Den Saustall ausmisten

gruene-sn_plakate-ltw2014_saustallGestern Mittelsachsen, heute Nordsachsen: In Bad Düben traf sich Volkmar Zschocke heute mit den VertreterInnen zweier Bürgerinitiativen, die sich gegen die Errichtung neuer Massentierhaltungsanlagen wehren.
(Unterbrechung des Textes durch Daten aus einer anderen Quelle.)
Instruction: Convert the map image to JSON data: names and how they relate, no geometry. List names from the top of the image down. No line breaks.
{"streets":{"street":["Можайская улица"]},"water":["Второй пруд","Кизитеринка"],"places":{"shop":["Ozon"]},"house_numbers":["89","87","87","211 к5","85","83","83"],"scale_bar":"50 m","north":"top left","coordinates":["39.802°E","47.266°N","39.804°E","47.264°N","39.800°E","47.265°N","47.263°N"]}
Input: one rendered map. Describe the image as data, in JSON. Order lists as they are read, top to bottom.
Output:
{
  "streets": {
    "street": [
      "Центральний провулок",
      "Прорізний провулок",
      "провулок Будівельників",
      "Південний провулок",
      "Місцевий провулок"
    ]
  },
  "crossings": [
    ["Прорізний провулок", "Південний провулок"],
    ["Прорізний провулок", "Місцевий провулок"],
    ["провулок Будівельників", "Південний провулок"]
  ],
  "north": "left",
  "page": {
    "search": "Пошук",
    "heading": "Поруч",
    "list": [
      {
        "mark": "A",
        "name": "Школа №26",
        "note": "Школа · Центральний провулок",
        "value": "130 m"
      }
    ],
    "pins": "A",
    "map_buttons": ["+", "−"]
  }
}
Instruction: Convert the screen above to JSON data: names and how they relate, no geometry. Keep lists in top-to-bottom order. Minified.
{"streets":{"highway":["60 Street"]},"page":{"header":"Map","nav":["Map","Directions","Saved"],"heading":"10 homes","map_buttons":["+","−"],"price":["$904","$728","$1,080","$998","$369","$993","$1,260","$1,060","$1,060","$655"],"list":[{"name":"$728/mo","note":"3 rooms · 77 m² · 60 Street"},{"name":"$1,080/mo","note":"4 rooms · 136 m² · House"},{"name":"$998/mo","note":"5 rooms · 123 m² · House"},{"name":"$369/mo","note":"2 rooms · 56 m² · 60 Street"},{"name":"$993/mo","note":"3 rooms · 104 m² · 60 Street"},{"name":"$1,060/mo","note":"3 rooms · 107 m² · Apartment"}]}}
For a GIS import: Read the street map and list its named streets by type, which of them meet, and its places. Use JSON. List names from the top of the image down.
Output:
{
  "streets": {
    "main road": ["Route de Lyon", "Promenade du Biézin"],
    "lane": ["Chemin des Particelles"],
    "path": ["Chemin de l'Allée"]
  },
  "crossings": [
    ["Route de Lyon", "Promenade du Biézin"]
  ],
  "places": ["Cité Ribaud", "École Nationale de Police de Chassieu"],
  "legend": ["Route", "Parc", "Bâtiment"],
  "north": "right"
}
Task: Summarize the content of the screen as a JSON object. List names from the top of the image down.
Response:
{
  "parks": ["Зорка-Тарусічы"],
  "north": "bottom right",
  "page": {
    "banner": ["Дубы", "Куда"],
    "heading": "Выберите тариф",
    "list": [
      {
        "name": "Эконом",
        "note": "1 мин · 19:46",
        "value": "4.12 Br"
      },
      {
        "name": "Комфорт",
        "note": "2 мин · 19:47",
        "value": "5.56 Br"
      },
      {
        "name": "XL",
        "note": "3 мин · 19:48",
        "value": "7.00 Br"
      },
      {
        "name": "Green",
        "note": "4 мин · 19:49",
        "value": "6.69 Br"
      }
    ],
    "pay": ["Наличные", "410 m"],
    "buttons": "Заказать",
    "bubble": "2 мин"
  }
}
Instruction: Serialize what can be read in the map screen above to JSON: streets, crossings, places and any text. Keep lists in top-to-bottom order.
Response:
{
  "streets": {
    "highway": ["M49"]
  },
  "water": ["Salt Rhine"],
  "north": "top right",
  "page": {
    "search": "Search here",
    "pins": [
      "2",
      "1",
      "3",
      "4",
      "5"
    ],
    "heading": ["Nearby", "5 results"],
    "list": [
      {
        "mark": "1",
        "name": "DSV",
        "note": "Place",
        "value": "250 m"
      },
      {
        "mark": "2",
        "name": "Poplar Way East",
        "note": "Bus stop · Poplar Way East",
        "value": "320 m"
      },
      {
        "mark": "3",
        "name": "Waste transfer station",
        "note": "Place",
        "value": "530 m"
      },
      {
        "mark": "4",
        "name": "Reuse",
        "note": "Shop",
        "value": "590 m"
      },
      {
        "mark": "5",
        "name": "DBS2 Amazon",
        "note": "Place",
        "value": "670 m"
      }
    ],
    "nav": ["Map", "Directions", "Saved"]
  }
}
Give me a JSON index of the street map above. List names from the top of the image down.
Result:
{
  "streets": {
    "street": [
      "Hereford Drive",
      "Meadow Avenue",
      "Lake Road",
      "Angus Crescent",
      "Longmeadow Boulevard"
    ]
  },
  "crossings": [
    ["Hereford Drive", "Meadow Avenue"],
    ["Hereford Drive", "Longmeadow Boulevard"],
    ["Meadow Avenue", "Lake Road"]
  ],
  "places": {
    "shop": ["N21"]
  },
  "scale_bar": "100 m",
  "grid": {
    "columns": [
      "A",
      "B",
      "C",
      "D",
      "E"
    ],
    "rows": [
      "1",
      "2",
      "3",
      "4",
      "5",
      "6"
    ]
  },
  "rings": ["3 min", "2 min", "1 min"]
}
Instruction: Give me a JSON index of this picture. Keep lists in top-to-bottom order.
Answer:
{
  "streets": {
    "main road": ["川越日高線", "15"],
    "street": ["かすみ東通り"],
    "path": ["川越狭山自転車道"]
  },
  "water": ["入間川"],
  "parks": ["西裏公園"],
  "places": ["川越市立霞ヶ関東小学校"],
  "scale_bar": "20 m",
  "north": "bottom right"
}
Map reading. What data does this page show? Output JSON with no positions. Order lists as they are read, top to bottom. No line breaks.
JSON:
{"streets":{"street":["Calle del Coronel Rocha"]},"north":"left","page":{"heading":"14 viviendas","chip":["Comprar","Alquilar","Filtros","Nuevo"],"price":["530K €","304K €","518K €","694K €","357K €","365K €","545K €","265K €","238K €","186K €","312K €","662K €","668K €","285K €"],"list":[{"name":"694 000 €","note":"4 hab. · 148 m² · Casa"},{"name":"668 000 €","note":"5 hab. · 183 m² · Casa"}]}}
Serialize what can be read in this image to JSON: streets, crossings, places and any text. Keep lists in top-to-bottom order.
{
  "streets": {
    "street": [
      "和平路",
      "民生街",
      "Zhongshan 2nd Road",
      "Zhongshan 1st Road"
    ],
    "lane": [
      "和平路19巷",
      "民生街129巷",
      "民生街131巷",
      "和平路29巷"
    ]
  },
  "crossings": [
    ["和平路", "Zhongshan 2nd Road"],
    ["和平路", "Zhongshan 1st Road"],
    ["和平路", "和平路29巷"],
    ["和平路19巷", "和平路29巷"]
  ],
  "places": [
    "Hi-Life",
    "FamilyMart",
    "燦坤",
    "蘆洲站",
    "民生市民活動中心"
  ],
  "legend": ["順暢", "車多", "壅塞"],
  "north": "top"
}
Mit im Gepäck hatte er nicht nur eines unserer Motive (mit oben genannten Slogan), mit dem wir unter anderem in den Wahlkampf starten, sondern auch eine Sachsen-Karte mit verzeichneten, geplanten, im Bau befindlichen sowie betriebenen Schweine- bzw. Hühnermastanlagen. Die Karte zeigt: schon jetzt können vieler solcher Anlagen eingezeichnet werden, mehr sollen es nicht werden. Und hier kommen die Bürgerinitiativen mit ins Boot: Auch sie treten aktiv ein gegen die Errichtung neuer Tierhaltungsanlagen in ihrer Region. Denn sie sehen die Probleme, die solche Anlagen mit sich bringen: steigender Durchgangsverkehr, Geruchsbelästigung, eine steigende Keimbelastung der Luft, das Risiko steigender Nitratwerte des Grundwassers, aufgrund des Mehraufkommens an Gülle sowie ein Wertverlust des Landes. Und zu all diesen Problemen kommt, das, der nicht artgerechten Haltung der Tiere noch hinzu.  All dies braucht Sachsen nicht, da war man sich einig. Hingegen ist die Nachfrage nach regionalen und Bio-Produkten in Sachsen wesentlich höher als das Angebot. Fazit: Regionale, ländliche Strukturen sind die, die zu unterstützen sind und nicht die, die auf industrielle Landwirtschaft in Form von Tierfabriken setzen. Für die Bürgerinitiativen und für uns GRÜNE heißt es also: am Ball bleiben, denn noch mehr rote Punkte braucht unsere Sachsenkarte nicht!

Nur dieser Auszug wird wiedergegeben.